> **LISTED RECORDS**
● ● ● ● ● ● ●

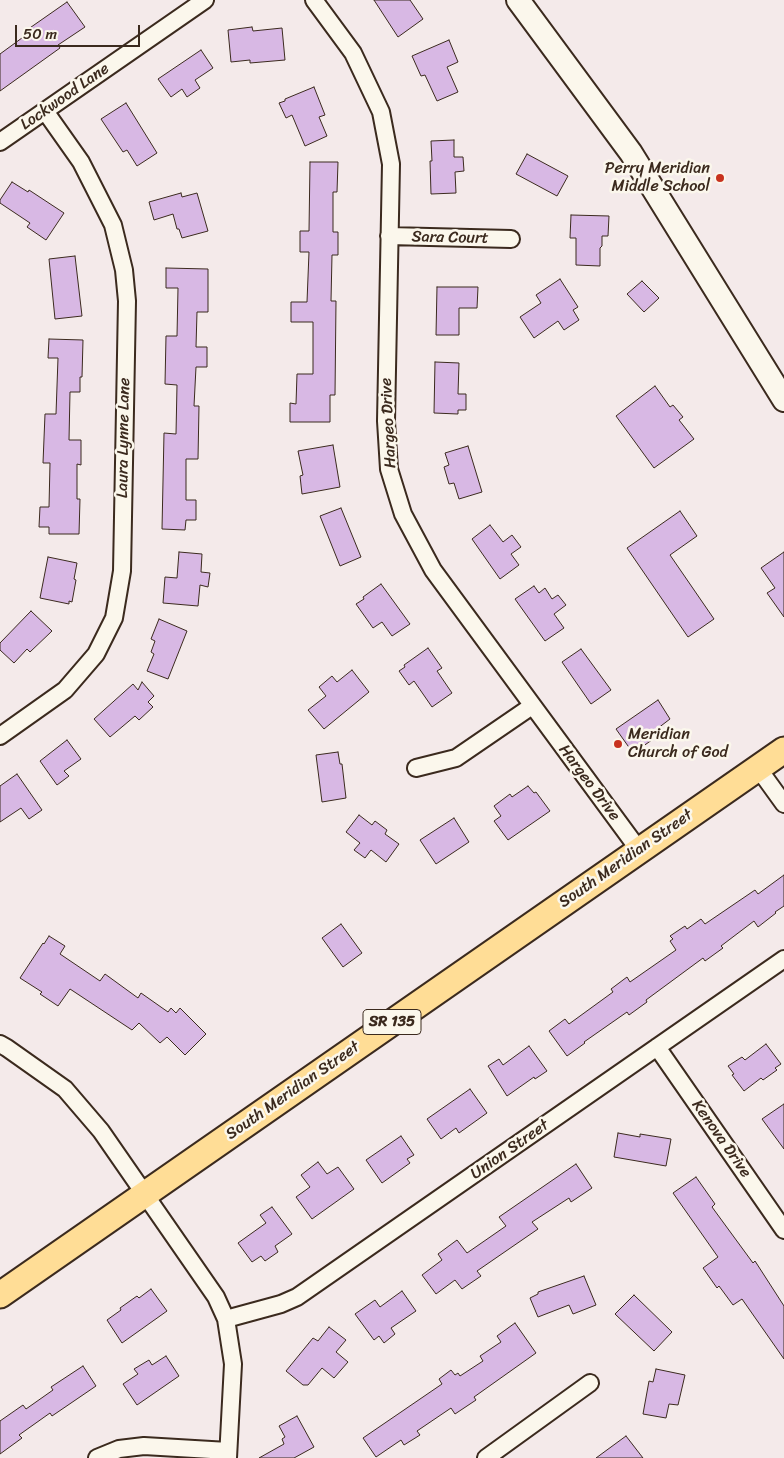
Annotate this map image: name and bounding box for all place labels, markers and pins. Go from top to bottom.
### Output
place label: Perry Meridian Middle School [605,159,710,197]
marker: Perry Meridian Middle School [714,172,726,184]
place label: Meridian Church of God [628,725,728,763]
marker: Meridian Church of God [612,738,624,750]

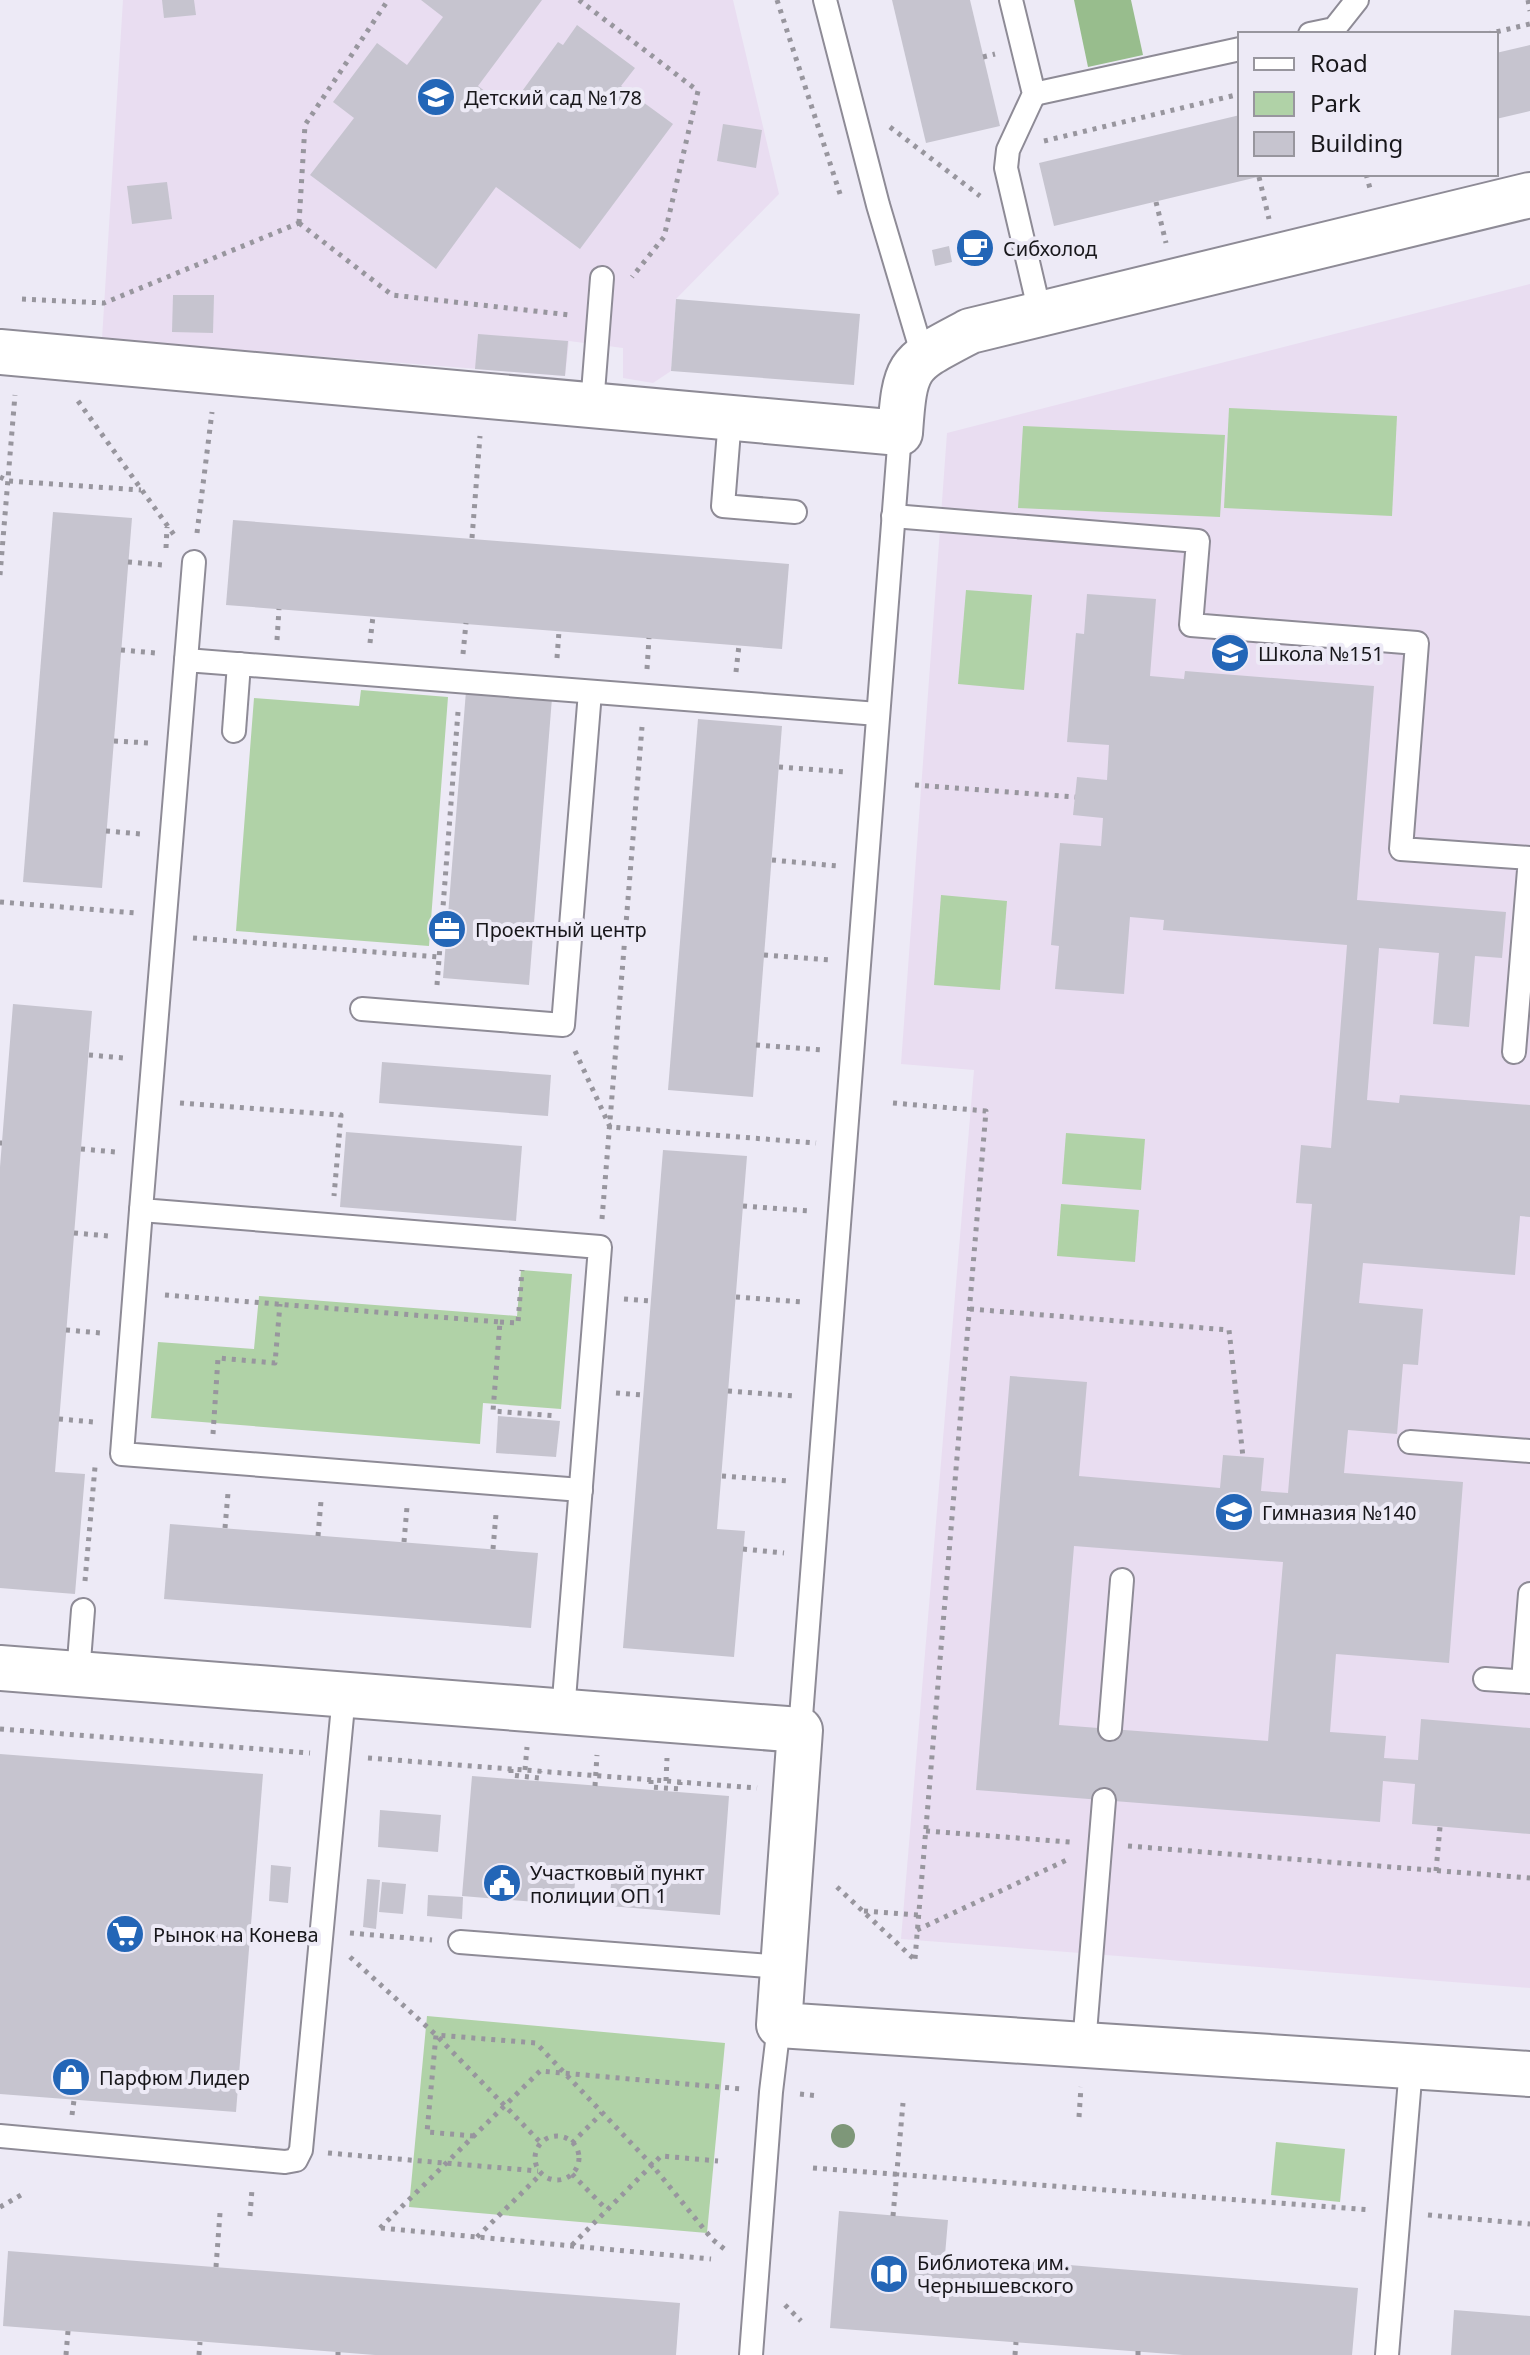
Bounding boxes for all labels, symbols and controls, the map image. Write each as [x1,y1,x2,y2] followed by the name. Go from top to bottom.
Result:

● ● ● ● ● ● ●

> **WHAT YOU NEED TO DO**
Your reply must match the data above line for line, except that it holds no pictures.

> **YOUR RESPONSE**
Annotate this map image: name and bounding box for all place labels, markers and pins. Go from top to bottom.
### Output
place label: Perry Meridian Middle School [605,159,710,197]
marker: Perry Meridian Middle School [714,172,726,184]
place label: Meridian Church of God [628,725,728,763]
marker: Meridian Church of God [612,738,624,750]

Bounding boxes for all labels, symbols and controls, the map image. Write each as [x1,y1,x2,y2] followed by the name. Go from top to bottom.
Result:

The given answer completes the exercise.